Os grandes compositores de música sinfônica europeus do passado sempre gozaram de muito prestígio entre os apreciadores. Numa época em que notícias se espalhavam apenas por escrito ou pelo “boca a ouvido”, suas famas alcançavam países longínquos, como o Brasil, por meio do comércio de partituras, jornais e revistas, o que contribuía para a difusão de suas obras. Naquele tempo, ouvir tais composições era um privilégio para poucos, fato que reforçava a aura de admiração que ainda hoje envolve certos artistas. A comunidade de músicos e entusiastas aguardava a próxima obra sinfônica com ansiedade, e sua estreia tornava-se um evento imperdível, comentado por muito tempo em seus mínimos detalhes.

Hoje a música sinfônica está mais viva e atuante do que nunca e ocupa um lugar central na apreciação artística dos espectadores. Não naqueles moldes de “música absoluta”, mas aliada a outra: a arte da cena. O cinema e os videogames utilizam elementos musicais para que uma história seja contada com um suporte musical de mesma qualidade que o drama em desenvolvimento. Existe uma sincronia entre visão e audição, levando o apreciador a uma viagem emocional que nem a música, nem a imagem, conseguiriam alcançar sozinhas. A bem da verdade, essa parceria entre artes já era conhecida há milênios, mas foi no século XIX que alcançou a sistematização que hoje vemos nas telas. Os elementos musicais agora são “motivos condutores” (leitmotivs) que conferem assinatura a estados de espírito, climas emocionais, tensões psicológicas, objetos ou personagens tudo para que você não se dê conta de estar imerso na narrativa. Essa experiência de imersão alcança com o cinema e os videogames uma quantidade de pessoas nunca antes possível, rompendo barreiras geográficas e geracionais. É a mágica do cinema e dos videogames se espalhando no espaço e no tempo.

Imagine-se agora como compositor(a). Após o trabalho árduo de entender as necessidades das cenas que um diretor explicou, escrever notas em uma pauta para cada um dos mais de 50 instrumentos, gravar e sincronizar tudo com as cenas, o filme fez sucesso e sua música contribuiu para isso. O que fazer com esse material musical de qualidade? Originalmente ele só poderia ser apreciado ao assistir à obra cinematográfica. Sabendo do valor de suas criações, esses compositores usam sua criatividade para adaptar o material para o formato sinfônico, permitindo a execução por orquestras em salas de concerto. Eles reescrevem as obras como sinfonias, suítes ou autorizam arranjos orquestrais. É o que ouviremos hoje: a música de cena que amamos, mas que, nesta noite, brilha por sua qualidade intrínseca.

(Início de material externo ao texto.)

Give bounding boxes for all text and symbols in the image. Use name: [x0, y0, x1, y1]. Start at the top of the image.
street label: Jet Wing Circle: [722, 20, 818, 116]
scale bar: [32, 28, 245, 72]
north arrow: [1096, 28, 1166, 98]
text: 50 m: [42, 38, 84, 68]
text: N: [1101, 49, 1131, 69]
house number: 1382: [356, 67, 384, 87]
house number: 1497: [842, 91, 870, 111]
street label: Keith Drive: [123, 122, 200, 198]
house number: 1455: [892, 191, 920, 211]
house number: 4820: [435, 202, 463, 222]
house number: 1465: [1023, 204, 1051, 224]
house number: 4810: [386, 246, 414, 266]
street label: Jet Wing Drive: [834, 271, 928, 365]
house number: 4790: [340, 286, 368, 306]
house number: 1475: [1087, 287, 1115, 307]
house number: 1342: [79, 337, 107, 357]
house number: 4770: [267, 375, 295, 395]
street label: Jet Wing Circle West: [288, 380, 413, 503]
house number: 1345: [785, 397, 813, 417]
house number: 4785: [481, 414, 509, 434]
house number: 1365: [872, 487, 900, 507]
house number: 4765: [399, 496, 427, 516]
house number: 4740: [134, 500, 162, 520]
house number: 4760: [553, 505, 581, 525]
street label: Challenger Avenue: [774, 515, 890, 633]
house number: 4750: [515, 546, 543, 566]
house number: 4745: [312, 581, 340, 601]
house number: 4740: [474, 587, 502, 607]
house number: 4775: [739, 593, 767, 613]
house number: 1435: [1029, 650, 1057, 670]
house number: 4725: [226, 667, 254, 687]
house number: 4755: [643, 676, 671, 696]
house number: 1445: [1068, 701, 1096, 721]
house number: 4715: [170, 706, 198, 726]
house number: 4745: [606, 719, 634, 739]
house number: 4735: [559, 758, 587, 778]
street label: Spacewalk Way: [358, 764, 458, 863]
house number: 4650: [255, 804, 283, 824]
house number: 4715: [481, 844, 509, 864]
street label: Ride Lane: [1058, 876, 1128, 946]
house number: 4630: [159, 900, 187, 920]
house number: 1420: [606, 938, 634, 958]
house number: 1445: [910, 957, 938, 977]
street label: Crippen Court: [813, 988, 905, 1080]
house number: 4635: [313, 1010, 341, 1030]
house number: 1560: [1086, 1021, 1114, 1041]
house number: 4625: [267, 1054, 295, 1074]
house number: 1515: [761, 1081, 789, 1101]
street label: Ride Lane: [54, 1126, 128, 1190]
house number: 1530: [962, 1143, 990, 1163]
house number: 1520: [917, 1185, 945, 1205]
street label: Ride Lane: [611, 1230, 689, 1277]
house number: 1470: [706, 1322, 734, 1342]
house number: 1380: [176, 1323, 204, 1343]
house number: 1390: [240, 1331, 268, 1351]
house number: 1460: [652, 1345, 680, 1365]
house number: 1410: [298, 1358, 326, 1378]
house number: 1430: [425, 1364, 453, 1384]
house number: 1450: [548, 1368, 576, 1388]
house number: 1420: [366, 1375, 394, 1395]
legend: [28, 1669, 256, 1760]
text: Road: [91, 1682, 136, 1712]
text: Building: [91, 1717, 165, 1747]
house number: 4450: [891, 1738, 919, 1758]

A noite se inicia como num cinema, com as fanfarras de abertura de dois estúdios conhecidos, a Universal e a 20th Century Fox. Apesar da brevidade destas peças, elas são icônicas como anunciadoras dos bons momentos que estão por vir e foram pensadas para sentirmos um misto de expectativa e entusiasmo. Como um compositor consegue tudo isso em segundos após suas décadas de estudo? Um grande mestre sabe escolher o necessário e o suficiente. Menos é mais, como se diz, e é esse desafio nestas miniaturas sinfônicas. Após as fanfarras, teremos um vídeo parodiando a abertura da MGM com seu leão, no qual tomamos a liberdade de incluir um elemento local para nossa alegria.

John Williams tinha 45 anos quando colaborou com o jovem George Lucas na história “maluca” de rebeldes nas estrelas. O tema principal do filme Star Wars tornou-se seu trabalho mais célebre, e temos a sorte de que o próprio compositor o tenha estruturado para ser apreciado em concertos. Inspirador, motivador, impulsionador e energético são alguns adjetivos que podemos usar ao ouvir essa obra.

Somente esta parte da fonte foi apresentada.